- **Assignment**: Go through the entries below, count every line with the string "serif", and answer with only that number.

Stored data
────────────────────────────────────────
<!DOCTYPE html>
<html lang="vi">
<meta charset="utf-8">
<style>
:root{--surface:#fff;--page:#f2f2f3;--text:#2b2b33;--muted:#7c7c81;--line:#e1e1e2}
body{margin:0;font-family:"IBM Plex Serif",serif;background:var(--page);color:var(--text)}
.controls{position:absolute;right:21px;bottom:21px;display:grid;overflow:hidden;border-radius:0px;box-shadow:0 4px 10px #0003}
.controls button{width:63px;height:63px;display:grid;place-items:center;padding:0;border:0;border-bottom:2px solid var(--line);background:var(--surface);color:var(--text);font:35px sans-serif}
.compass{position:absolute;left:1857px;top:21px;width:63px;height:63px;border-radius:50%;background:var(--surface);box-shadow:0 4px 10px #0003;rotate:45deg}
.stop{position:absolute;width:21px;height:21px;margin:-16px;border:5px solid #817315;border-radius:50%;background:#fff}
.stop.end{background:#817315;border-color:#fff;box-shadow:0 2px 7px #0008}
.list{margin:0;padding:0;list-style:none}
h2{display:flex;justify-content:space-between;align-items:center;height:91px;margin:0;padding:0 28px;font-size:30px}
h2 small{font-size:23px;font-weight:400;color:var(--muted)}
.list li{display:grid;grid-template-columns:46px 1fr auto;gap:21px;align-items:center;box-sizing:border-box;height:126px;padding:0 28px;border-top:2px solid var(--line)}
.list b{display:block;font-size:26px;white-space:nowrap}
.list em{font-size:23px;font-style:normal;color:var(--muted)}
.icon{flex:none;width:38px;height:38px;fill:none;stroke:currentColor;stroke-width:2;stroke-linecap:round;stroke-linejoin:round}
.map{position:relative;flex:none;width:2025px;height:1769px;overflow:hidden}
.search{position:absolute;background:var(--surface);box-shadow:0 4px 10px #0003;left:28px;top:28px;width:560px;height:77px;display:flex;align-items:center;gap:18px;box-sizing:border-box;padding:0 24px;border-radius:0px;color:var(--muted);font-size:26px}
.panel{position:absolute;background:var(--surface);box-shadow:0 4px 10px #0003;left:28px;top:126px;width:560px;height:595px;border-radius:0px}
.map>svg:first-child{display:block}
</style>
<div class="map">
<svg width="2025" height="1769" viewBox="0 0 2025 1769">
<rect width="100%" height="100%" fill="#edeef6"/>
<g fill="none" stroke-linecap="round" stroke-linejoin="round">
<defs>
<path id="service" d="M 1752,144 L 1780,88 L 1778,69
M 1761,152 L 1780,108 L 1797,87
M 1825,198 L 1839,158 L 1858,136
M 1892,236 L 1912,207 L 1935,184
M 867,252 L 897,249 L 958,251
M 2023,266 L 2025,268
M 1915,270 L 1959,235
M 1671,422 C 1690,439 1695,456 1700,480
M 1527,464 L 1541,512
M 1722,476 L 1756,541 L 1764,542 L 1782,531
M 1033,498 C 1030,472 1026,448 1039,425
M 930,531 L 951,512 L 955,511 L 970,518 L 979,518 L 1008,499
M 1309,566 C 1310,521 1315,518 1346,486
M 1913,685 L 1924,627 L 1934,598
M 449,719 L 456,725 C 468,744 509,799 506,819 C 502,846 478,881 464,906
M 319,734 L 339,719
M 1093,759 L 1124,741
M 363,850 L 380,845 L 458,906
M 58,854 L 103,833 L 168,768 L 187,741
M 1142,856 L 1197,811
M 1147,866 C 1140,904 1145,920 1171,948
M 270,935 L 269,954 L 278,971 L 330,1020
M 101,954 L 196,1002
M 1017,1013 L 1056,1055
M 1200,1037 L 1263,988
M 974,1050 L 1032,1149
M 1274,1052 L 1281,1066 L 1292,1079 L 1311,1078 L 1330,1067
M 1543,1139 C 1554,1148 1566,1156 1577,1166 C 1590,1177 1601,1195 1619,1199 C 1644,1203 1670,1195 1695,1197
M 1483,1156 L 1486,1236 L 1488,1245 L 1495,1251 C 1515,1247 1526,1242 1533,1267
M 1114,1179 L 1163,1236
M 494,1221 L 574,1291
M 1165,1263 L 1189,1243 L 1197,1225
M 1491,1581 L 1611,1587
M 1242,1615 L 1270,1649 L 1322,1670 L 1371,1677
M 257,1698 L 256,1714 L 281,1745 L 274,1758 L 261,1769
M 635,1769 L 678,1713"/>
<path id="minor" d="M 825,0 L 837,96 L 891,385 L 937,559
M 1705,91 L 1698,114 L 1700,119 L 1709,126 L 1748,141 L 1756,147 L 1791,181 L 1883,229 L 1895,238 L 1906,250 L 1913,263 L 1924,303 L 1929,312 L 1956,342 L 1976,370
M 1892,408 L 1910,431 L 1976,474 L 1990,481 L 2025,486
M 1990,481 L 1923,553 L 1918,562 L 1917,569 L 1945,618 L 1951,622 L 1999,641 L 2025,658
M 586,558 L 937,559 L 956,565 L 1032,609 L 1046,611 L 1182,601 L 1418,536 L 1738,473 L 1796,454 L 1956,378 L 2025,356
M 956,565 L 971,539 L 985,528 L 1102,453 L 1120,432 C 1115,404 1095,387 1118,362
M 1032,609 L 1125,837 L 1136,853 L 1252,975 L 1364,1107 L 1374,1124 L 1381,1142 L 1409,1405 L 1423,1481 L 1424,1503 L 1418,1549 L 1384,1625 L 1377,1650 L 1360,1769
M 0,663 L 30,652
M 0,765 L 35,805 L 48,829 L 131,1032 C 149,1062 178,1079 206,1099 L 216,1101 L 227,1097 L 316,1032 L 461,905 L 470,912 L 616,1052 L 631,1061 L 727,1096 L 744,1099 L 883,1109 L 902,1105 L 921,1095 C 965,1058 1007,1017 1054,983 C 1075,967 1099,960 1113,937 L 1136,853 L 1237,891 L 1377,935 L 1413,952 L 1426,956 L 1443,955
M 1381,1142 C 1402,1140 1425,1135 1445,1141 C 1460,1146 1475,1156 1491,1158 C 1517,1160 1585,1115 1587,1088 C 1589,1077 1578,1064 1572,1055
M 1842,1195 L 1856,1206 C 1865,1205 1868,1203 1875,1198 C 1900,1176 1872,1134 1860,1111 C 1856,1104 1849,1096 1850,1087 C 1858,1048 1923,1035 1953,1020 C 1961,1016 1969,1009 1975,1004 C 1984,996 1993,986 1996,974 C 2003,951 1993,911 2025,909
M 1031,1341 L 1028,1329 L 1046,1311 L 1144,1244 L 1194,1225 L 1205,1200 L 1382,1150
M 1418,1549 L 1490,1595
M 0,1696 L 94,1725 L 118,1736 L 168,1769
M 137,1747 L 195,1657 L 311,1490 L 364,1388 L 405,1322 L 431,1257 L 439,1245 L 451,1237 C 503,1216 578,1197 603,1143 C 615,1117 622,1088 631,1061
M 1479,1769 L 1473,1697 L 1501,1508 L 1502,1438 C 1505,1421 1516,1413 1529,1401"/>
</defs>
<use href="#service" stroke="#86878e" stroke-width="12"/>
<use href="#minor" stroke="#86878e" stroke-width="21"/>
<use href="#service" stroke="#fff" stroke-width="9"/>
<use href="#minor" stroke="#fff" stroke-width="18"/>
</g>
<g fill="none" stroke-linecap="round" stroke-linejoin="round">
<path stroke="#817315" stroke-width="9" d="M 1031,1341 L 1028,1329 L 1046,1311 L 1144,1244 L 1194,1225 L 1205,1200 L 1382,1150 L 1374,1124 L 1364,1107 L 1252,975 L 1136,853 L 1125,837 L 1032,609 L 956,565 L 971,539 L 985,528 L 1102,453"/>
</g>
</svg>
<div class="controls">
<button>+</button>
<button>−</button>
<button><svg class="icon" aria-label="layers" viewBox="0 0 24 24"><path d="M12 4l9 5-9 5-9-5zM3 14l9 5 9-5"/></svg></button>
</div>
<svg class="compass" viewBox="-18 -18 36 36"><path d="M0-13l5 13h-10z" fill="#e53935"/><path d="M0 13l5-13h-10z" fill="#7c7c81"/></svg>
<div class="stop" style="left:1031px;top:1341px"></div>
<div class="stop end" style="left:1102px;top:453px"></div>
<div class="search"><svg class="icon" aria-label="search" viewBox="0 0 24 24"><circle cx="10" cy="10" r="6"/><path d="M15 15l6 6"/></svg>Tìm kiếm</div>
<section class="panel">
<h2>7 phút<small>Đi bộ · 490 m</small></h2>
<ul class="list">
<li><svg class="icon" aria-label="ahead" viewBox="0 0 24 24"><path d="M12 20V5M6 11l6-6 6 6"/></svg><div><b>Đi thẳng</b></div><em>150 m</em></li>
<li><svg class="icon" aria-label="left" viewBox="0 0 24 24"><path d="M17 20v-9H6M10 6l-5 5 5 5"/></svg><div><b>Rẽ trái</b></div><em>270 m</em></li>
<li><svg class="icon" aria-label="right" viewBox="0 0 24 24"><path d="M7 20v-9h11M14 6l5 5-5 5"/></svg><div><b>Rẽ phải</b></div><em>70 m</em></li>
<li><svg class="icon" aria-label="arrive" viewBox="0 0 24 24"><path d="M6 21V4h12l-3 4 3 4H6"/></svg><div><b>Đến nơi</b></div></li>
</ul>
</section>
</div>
────────────────────────────────────────
- **Exercise output**: 2